WORK REQUIRED:
Of all the lines in the records below, copy only those that contain the string "space".

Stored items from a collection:
* * * * * * *

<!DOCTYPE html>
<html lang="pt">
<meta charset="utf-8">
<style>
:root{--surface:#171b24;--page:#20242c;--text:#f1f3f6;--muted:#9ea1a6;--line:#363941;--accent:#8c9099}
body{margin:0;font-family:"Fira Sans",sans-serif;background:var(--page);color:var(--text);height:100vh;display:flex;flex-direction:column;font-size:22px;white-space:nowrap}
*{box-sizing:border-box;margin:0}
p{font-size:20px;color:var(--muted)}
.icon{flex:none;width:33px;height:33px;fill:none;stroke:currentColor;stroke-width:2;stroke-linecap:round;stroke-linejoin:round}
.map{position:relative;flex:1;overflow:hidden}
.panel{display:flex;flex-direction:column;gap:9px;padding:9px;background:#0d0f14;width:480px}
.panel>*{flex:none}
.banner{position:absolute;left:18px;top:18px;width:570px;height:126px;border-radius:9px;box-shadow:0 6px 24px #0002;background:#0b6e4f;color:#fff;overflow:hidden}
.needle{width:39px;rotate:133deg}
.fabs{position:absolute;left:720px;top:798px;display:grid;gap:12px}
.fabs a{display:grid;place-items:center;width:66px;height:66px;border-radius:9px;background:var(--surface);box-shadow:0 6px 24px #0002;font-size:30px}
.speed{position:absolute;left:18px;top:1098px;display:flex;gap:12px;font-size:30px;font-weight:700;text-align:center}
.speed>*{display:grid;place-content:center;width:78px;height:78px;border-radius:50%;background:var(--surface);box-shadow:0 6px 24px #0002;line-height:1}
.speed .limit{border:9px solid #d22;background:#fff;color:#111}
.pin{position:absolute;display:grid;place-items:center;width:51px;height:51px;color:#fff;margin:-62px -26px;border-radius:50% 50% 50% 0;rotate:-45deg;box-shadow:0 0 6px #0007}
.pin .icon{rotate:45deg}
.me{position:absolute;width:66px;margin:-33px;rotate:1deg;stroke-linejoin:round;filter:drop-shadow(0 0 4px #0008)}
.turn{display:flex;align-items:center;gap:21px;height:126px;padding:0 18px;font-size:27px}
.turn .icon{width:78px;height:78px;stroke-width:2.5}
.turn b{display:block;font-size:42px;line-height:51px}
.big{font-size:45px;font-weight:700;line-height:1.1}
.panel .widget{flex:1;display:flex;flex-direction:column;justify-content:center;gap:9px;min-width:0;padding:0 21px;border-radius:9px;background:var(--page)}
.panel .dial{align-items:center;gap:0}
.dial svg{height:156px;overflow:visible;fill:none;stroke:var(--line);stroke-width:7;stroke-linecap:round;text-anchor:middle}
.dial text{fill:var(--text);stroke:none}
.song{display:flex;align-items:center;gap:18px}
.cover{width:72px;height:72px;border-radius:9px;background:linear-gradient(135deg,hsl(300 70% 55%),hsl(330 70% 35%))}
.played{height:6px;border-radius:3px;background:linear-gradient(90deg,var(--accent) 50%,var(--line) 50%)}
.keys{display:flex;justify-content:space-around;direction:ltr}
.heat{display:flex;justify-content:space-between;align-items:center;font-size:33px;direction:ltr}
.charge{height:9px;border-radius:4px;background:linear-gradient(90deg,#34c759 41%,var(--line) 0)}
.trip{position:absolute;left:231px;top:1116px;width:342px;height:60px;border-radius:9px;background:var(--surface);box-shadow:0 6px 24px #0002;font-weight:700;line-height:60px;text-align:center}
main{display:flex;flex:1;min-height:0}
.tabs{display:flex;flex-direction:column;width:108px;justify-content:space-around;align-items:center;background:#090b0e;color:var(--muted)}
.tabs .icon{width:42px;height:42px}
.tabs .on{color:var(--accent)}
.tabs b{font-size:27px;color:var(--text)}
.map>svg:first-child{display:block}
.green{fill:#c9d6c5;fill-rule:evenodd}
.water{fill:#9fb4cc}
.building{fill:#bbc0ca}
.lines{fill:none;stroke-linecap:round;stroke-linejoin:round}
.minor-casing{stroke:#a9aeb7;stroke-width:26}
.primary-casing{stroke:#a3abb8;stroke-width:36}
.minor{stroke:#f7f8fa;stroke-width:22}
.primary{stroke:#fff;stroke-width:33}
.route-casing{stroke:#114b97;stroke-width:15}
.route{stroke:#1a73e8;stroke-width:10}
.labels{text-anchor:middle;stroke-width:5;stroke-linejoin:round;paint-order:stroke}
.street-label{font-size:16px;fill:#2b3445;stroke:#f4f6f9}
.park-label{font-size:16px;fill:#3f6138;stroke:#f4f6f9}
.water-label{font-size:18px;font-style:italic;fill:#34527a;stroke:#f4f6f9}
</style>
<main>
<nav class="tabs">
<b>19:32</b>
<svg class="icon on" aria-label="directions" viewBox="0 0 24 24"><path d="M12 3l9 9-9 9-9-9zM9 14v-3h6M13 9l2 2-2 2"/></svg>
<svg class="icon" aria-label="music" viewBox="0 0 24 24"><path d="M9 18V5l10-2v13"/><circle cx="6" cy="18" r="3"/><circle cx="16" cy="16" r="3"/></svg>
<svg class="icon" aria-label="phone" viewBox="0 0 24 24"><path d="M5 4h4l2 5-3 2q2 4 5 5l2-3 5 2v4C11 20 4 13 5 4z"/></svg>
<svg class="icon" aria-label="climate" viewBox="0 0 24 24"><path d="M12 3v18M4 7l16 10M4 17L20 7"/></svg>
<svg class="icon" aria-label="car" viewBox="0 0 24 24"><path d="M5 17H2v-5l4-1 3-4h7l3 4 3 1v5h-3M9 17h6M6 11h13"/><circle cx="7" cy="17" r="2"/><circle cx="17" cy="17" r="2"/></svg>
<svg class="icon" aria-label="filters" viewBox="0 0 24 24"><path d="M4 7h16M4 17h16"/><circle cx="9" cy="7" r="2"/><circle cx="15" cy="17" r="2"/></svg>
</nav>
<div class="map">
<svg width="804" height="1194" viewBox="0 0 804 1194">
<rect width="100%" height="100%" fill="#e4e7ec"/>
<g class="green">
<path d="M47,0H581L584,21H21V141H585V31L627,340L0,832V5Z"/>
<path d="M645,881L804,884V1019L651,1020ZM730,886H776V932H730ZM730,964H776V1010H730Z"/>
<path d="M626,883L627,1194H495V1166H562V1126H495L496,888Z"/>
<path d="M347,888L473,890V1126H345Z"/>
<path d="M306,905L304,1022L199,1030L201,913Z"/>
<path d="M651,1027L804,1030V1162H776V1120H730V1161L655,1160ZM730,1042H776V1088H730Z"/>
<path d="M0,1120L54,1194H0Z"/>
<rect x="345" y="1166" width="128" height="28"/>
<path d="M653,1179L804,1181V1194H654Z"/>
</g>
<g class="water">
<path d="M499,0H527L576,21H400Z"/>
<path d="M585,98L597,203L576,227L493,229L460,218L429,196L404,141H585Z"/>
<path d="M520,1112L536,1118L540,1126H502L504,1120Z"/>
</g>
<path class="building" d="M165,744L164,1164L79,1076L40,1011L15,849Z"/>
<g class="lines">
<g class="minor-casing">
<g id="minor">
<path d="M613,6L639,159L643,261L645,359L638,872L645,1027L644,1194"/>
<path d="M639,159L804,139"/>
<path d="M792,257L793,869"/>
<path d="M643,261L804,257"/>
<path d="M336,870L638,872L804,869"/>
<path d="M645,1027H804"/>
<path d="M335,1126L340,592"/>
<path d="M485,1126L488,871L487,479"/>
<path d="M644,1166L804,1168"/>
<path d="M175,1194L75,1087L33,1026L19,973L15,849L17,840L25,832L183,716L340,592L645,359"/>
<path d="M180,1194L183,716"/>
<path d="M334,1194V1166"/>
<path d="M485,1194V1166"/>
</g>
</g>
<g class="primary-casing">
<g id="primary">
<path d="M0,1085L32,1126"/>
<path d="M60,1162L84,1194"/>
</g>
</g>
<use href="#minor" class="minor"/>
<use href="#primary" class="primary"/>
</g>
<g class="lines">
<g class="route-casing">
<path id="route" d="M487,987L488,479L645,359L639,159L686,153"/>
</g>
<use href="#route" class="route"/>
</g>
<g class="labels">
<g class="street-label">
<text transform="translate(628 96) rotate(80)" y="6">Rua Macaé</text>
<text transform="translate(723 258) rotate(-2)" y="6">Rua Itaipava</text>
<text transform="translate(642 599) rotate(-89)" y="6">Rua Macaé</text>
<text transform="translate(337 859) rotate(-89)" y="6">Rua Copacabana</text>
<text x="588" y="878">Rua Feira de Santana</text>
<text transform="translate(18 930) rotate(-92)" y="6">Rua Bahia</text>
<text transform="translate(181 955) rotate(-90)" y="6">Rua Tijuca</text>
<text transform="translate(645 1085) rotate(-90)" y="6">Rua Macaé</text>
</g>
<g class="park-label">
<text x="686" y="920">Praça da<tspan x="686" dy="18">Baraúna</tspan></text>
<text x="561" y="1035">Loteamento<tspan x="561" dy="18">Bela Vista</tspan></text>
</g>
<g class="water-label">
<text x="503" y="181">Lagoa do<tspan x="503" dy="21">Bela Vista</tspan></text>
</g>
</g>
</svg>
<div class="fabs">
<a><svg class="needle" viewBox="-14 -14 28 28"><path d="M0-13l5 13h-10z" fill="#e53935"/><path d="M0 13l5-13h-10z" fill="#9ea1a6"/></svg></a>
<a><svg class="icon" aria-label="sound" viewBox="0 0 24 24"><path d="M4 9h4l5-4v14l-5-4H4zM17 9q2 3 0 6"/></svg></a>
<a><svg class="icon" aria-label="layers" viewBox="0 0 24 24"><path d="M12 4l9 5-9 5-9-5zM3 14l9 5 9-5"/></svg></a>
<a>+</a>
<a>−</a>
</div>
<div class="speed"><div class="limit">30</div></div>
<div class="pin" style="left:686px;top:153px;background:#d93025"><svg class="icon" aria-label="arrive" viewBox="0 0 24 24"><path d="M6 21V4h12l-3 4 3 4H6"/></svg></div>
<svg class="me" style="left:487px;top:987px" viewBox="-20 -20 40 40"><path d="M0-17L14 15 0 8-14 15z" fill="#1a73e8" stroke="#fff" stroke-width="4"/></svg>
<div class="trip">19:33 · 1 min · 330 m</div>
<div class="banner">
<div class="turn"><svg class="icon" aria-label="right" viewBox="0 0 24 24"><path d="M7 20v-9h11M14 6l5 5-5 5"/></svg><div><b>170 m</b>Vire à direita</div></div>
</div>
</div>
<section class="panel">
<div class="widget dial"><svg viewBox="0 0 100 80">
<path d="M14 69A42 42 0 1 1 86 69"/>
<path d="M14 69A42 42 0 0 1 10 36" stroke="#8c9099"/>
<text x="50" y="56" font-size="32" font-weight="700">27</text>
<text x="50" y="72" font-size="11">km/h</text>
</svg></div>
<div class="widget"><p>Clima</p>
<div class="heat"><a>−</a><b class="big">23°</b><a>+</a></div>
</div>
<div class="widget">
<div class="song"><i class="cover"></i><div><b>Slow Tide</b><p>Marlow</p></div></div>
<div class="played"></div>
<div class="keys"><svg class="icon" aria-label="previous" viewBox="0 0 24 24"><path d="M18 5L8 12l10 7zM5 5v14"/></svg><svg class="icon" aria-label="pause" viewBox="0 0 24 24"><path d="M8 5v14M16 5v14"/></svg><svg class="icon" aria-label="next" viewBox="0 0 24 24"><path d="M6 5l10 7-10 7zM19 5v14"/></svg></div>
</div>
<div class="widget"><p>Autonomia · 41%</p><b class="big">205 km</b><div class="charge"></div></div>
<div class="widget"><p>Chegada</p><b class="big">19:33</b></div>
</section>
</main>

* * * * * * *

EXERCISE ANSWER:
body{margin:0;font-family:"Fira Sans",sans-serif;background:var(--page);color:var(--text);height:100vh;display:flex;flex-direction:column;font-size:22px;white-space:nowrap}
.keys{display:flex;justify-content:space-around;direction:ltr}
.heat{display:flex;justify-content:space-between;align-items:center;font-size:33px;direction:ltr}
.tabs{display:flex;flex-direction:column;width:108px;justify-content:space-around;align-items:center;background:#090b0e;color:var(--muted)}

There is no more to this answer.